04 de abril de 2017 | N° 18810
CARPINEJAR
Quem é mais dono da morte?
Vejo inventários que se prolongam por décadas, com famílias disputando judicialmente o que dividiriam naturalmente se o pai e a mãe mortos estivessem vivos.
É uma jornada perigosa e violenta, capaz de destruir o legado e manchar a harmonia de um sobrenome. Uma longa guerra de inveja e de ciúme entre crianças disfarçadas de adultos e com escudo dos advogados.
Da mesma forma como os irmãos concorriam pela atenção dos pais, pela predileção psicológica, enquanto todos existiam pacificamente, passam a brigar pela propriedade das lembranças. São filhos se odiando como nunca, sem castigo e sem cinto, selvagens no ato de possuir um imóvel ou um bem. Não pensam pelo morto, o quanto ele trabalhou para garantir paz e conforto, o quanto suou e sacrificou os seus finais de semana para assegurar tranquilidade aos pósteros. Pensam com a mesquinhez de arrematar os melhores brinquedos e as condições mais prósperas. Buscam os seus direitos e apagam os deveres familiares que continuam existindo, com ou sem os pais vivos.

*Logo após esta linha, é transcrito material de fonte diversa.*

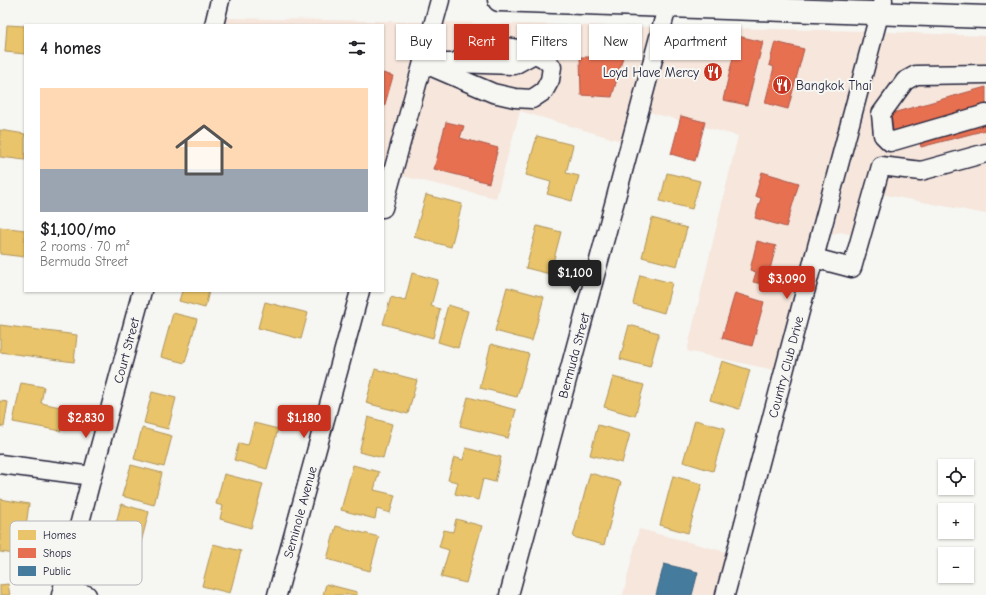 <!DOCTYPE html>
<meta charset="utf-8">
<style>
:root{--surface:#fff;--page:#f2f2f2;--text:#202124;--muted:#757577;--accent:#c8321e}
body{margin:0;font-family:"Comic Neue",sans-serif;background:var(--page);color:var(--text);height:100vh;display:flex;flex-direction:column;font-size:15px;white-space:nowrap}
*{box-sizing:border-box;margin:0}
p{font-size:13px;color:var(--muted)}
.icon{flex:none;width:22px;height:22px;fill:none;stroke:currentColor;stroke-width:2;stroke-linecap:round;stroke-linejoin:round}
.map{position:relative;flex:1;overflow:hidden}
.panel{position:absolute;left:24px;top:24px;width:360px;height:268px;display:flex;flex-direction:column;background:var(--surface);border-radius:0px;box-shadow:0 1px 3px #0004}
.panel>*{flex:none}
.top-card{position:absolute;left:396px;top:24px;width:380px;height:36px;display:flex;gap:8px}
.buttons{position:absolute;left:938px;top:459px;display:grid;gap:8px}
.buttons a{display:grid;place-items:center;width:36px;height:36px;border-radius:0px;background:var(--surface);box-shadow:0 1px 3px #0004;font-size:20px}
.price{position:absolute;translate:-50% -34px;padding:0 9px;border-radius:4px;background:var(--accent);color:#fff;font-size:13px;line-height:26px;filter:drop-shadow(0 1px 2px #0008)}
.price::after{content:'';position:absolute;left:50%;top:24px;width:12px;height:9px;margin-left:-6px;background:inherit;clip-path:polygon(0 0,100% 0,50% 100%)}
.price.active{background:#222;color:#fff}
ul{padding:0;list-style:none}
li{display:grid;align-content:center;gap:8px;height:212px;padding:0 16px}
li span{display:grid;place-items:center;height:124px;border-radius:0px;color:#555}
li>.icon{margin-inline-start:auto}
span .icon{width:72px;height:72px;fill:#fffc;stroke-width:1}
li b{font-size:17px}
h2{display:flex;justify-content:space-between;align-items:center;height:48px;padding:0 16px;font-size:17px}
.chip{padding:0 14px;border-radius:0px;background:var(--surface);box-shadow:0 1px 3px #0004;font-size:14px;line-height:36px}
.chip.active{background:var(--accent);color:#fff}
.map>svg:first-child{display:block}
.built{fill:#f6e6dc}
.homes{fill:#e9c46a;stroke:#ad935c}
.shops{fill:#e76f51;stroke:#ac584a}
.public{fill:#457b9d;stroke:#3a6080}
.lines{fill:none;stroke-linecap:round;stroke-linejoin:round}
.minor-casing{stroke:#22223b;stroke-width:21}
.major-casing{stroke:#22223b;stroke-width:25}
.minor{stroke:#f6f6f2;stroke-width:18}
.major{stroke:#f6f6f2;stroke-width:22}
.labels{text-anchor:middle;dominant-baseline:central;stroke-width:4;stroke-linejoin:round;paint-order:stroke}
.poi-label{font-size:13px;fill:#22223b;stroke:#f6f6f2;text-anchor:end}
.street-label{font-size:13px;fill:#22223b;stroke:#f6f6f2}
.key{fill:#f6f6f2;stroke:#b6b6bb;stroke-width:1}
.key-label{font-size:11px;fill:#22223b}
</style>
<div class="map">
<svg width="986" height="595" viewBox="0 0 986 595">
<rect width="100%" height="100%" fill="#f6f6f2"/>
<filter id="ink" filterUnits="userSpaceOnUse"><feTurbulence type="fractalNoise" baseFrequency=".025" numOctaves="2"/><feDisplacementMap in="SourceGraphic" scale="8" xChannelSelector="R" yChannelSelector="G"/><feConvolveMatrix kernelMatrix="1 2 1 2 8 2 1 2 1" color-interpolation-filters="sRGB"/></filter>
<g filter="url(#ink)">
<!-- built -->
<g class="built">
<polygon points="226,18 423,22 383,171 383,25 224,25"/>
<polygon points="444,22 652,27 621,141 520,111 496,198 402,176"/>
<polygon points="672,27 864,31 774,370 687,351 738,136 649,112"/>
<polygon points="885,32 986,36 986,214 881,194 869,239 841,232 836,233 834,234 831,237"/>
<polygon points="639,529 726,552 715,595 623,595"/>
</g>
<!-- homes -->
<g class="homes">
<polygon points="7,25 25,26 25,54 5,52"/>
<polygon points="0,130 25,134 25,160 0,157"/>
<polygon points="537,136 573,145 566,173 579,176 572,201 547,194 551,182 526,175"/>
<polygon points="667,173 700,181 692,209 660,201"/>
<polygon points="426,195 462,204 451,247 414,237"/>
<polygon points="652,218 687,228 677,266 642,257"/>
<polygon points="537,226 561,232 550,274 526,268"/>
<polygon points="0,227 25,230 25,257 0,254"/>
<polygon points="412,273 438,280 431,306 440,309 433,338 383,324 391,297 405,301"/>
<polygon points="640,275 672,283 664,313 633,304"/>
<polygon points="507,287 544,297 532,341 495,331"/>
<polygon points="182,291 209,291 205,308 179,301"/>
<polygon points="265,302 308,313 301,339 258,328"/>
<polygon points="448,305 468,311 458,348 438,342"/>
<polygon points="173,313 197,319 185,363 161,357"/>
<polygon points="0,325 77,335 74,362 0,352"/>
<polygon points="629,325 659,333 650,367 620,359"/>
<polygon points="491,344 529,354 517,397 480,388"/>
<polygon points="722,361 750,370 739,409 710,400"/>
<polygon points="375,369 417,380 408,414 366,403"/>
<polygon points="613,377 644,385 635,416 604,407"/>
<polygon points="21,383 44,387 41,403 65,408 61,431 13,422"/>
<polygon points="152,392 176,398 168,429 144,423"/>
<polygon points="468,397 516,410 508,438 460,426"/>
<polygon points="0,401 8,402 4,427 0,426"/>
<polygon points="368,417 392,424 383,458 359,452"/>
<polygon points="695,420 725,428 713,471 683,462"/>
<polygon points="254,423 278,429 267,469 234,460 239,443 248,445"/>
<polygon points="598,425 630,434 622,463 590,455"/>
<polygon points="142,428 172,436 164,467 134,459"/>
<polygon points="466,448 501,457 495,482 483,479 478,500 455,494 458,482 448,480 454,457 463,460"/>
<polygon points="131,465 162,473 154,505 122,496"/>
<polygon points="353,465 379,472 374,490 395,495 390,513 377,509 375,519 341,510"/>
<polygon points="590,473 621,482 604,545 573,537"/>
<polygon points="224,474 263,484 251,528 220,519 223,506 216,504"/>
<polygon points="673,476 702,484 688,533 660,525"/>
<polygon points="0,499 29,504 22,555 0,552"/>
<polygon points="121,504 149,512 140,546 112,539"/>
<polygon points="456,519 482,526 466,583 441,577 449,550 439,547 444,530 453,532"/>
<polygon points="336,526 379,537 370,571 327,559"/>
<polygon points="213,544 241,551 230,593 202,586"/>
<polygon points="8,584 10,595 0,595 0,585"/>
<polygon points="326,584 357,592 357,595 323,595"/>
</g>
<!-- shops -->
<g class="shops">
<polygon points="738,36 763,42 747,105 723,100"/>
<polygon points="775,42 804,49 788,109 765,103 774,67 769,65"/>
<polygon points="580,57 623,57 612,97 581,95"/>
<polygon points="383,73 393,76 383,111"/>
<polygon points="986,87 986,130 921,147 917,130 895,136 889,114"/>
<polygon points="681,116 705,122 695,161 671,154"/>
<polygon points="446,122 464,126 460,138 498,148 489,183 434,169"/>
<polygon points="762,172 799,183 786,227 755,218 761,198 755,196"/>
<polygon points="757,241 776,246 766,285 753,282 756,272 750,270"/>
<polygon points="735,293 764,302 752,346 722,338"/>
</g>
<!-- public -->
<polygon class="public" points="664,564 698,572 692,595 656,595"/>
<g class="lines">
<!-- minor casing -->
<g class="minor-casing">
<g id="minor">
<polyline points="214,25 220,0"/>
<path d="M488 45C504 46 533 50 546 60 548 62 550 64 552 67L550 80 544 91 532 99 515 98 493 93 423 63H455L476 48Z"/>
<polyline points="454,63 514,65 534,54"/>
<polyline points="986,74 916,75 905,81 881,114 883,135 890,142 986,114"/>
<polyline points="383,208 440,0"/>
<polyline points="814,258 852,268 881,166 921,171 986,153"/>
<polyline points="0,464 92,476"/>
<polyline points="63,588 87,595"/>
<path id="s1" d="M61 595 92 476 142 291"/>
<path id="s2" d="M277 595 360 291"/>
<path id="s3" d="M509 595 669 0"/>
<path id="s4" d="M725 595 814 258 883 0"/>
</g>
</g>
<!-- major casing -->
<g class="major-casing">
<polyline id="major" points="499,0 986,17"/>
</g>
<!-- minor -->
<use href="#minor" class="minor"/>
<!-- major -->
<use href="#major" class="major"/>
</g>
</g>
<!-- icons -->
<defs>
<g id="restaurant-disc" transform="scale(1)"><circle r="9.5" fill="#c8321e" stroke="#f6f6f2"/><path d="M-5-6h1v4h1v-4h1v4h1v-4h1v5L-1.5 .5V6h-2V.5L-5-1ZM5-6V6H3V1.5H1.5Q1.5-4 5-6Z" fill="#fff"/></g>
</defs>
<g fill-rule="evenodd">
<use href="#restaurant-disc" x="713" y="72"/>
<use href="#restaurant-disc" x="782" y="85"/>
</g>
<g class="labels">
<!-- poi labels -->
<g class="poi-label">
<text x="699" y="72">Loyd Have Mercy</text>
<text x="796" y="85" text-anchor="start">Bangkok Thai</text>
</g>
<!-- street labels -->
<g class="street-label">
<text stroke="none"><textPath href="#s1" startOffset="253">Court Street</textPath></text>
<text stroke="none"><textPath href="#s3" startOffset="248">Bermuda Street</textPath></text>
<text stroke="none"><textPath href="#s4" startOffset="236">Country Club Drive</textPath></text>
<text stroke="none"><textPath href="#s2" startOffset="86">Seminole Avenue</textPath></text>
</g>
</g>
<!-- legend -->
<rect x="10" y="521" width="132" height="64" rx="6" class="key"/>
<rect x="18" y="530" width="18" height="10" fill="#e9c46a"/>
<rect x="18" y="548" width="18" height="10" fill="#e76f51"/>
<rect x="18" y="566" width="18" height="10" fill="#457b9d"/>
<g class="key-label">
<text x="43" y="539">Homes</text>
<text x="43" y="557">Shops</text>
<text x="43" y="575">Public</text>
</g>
</svg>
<div class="buttons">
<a><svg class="icon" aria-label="locate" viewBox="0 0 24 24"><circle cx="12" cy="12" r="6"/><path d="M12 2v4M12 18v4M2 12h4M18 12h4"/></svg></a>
<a>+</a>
<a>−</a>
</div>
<b class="price active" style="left:575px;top:294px">$1,100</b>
<b class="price" style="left:787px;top:300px">$3,090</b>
<b class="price" style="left:86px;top:439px">$2,830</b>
<b class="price" style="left:304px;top:439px">$1,180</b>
<div class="top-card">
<a class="chip">Buy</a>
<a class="chip active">Rent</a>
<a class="chip">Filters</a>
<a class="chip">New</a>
<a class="chip">Apartment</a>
</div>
<section class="panel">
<h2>4 homes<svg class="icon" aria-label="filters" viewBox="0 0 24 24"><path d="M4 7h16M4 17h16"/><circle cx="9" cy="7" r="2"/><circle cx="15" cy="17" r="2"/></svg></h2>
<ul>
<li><span style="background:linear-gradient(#ffd9b3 65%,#9aa5b1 0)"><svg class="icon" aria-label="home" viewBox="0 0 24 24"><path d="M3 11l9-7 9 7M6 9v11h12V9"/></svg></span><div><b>$1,100/mo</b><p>2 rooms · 70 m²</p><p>Bermuda Street</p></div></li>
</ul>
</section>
</div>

Nesta conflagração de egos, a alegria de um é maior se criar também a tristeza na companhia. A satisfação cresce ainda mais ao abocanhar a maior parte e conseguir subtrair os demais dos privilégios.
Diante do falecimento do ente querido, os filhos esquecem que têm irmãos e se transformam em filhos únicos. Tem em curso uma esquisita e infeliz alienação filial.

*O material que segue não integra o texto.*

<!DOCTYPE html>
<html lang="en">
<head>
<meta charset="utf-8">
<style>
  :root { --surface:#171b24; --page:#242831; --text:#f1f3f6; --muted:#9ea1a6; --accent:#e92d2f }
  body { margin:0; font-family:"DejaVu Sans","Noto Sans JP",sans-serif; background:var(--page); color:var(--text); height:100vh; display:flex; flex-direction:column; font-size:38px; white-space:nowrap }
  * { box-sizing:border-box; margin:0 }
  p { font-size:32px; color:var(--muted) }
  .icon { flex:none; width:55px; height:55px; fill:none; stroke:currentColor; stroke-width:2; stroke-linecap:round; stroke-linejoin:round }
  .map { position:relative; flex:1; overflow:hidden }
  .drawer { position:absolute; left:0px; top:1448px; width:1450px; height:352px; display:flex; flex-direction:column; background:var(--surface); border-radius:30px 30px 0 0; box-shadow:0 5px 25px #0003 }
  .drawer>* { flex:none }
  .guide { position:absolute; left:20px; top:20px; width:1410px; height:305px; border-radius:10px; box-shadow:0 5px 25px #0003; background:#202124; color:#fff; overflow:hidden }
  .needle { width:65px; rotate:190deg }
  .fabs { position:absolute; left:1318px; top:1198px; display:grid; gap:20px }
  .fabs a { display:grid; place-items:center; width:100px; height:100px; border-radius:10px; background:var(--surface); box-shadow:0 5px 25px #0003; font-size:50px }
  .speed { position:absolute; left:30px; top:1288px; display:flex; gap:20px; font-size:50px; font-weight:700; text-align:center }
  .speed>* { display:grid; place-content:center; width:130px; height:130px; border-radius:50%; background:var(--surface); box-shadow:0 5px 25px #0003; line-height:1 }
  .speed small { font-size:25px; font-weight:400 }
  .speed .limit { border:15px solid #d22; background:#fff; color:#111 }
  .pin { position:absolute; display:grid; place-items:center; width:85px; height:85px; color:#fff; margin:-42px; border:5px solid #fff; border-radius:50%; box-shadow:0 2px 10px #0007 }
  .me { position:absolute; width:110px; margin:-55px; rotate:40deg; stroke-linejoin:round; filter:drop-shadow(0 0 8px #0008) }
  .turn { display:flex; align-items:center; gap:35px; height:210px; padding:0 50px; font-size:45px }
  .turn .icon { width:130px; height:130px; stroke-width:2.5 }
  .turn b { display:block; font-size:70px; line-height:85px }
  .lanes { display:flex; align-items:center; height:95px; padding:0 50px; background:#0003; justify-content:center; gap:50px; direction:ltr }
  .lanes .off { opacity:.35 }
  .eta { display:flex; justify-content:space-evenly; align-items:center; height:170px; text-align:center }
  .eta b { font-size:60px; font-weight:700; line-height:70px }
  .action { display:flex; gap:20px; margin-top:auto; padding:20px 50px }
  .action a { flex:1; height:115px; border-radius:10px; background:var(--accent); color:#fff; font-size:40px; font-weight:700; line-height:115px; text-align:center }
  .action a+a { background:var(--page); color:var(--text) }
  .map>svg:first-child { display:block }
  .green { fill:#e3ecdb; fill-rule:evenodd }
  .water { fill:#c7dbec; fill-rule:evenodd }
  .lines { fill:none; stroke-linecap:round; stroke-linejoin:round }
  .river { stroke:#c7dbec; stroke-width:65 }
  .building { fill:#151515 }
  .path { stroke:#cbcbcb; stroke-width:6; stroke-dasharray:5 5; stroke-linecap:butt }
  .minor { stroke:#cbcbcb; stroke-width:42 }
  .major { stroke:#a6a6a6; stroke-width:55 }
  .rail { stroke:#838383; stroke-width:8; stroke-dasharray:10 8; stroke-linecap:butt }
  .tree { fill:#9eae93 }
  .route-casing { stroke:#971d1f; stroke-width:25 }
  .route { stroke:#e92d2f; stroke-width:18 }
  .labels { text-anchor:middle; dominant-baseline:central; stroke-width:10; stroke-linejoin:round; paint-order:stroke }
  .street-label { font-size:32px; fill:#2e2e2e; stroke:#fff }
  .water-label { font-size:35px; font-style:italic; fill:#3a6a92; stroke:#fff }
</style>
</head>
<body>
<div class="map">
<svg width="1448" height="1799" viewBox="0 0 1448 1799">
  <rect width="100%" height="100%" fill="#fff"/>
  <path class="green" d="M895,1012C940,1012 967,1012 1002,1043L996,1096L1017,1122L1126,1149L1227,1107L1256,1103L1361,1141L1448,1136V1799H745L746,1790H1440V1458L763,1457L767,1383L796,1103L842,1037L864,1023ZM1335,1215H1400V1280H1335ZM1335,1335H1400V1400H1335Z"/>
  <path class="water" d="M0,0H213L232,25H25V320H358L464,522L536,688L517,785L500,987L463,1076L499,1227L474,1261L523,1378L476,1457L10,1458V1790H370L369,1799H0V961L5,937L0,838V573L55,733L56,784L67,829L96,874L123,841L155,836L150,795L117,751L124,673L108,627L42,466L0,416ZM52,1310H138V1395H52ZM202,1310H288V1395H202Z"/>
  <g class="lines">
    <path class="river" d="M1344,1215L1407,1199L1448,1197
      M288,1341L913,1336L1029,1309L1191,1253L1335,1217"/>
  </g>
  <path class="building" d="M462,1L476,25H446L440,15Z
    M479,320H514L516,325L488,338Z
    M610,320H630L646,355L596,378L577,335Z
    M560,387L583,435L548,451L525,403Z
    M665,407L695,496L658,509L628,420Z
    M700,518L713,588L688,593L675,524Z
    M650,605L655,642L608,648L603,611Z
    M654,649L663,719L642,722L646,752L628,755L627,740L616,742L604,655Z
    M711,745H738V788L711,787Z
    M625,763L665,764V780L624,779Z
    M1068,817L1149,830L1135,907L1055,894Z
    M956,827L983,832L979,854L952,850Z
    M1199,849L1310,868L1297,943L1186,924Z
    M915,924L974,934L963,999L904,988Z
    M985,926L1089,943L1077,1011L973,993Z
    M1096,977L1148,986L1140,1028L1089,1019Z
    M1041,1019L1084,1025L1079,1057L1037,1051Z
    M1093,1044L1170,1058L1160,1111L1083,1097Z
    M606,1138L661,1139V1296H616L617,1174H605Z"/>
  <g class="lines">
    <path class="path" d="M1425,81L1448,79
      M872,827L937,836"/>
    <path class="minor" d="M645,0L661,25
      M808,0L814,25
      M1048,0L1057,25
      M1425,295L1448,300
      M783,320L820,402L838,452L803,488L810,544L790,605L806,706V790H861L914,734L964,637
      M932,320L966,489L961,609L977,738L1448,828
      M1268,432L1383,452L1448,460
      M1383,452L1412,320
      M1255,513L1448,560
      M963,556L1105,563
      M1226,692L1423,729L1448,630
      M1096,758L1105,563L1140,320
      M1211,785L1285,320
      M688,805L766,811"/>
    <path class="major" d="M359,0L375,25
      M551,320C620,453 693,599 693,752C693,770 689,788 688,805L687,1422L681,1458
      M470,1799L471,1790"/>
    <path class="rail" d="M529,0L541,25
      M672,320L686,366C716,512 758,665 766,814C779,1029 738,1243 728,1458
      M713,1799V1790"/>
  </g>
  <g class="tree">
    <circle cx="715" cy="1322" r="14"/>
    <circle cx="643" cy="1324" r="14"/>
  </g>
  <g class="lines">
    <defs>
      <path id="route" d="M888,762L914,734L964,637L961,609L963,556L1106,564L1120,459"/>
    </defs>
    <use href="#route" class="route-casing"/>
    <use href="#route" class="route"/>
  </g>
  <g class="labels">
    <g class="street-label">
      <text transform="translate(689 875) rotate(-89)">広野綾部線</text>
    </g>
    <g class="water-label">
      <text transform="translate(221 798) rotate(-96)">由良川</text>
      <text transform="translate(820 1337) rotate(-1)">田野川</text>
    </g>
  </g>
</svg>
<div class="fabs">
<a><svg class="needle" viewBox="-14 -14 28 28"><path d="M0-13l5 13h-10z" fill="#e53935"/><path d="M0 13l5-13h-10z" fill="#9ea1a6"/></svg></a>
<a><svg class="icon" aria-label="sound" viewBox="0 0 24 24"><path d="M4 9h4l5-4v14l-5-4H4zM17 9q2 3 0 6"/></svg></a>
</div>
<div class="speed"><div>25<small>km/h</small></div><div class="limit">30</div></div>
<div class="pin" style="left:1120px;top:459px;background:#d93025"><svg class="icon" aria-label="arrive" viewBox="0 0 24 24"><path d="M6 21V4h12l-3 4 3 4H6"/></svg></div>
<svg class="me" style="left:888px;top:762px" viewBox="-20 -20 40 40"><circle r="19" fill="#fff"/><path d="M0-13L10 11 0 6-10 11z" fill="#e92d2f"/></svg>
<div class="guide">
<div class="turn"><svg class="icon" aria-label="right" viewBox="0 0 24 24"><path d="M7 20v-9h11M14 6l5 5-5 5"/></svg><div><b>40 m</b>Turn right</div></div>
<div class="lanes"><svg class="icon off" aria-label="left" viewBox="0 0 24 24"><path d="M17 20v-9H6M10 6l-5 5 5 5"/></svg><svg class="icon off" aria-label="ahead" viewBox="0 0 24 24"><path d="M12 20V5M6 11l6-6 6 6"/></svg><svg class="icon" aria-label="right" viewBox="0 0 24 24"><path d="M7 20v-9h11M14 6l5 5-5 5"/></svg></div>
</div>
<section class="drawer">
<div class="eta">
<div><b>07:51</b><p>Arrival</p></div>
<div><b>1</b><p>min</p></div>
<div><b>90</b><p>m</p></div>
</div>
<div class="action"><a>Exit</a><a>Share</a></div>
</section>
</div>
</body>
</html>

Puxam para si as mangas da ausência da roupa maternal e paternal imitando as suas presenças durante a infância.
Tentam reconstituir em vão no colo da lei o aconchego dos abraços, mas apenas se distanciam dos manos que sofrem igual e que restaram ao lado. A partilha se converte em monopólio, a custo de isolamento e desconfiança.
Querem ser donos da morte do pai ou da mãe. Como se a morte possibilitasse algum dono. A morte é de ninguém. A morte é saudade de quem amamos, de quem nos habitará por toda a vida, independentemente de ações e liminares.
O que mais ansiava aquele que partiu era uma família unida, porém o que mais amarga com a despedida é o contrário: a dissolução dos laços. O espólio que serviria para acalmar as dores em tempos de crise é manobrado em xadrez de interesses e maquinações, em tabuleiro de vinganças e vitimizações.
Não se pretende perder o pai e a mãe pela segunda vez, agora simbolicamente para o irmão, e o herdeiro faz de tudo para manter a sobrevida moral dos falecidos.
O orgulho de filho mimado, de filho cheio de si, não permite cedências e recuos, desculpas e generosidade. Crê que será novamente enganado, pois entende a morte como uma trapaça, jamais como a grande prova de amor e de caráter moldado pela educação recebida.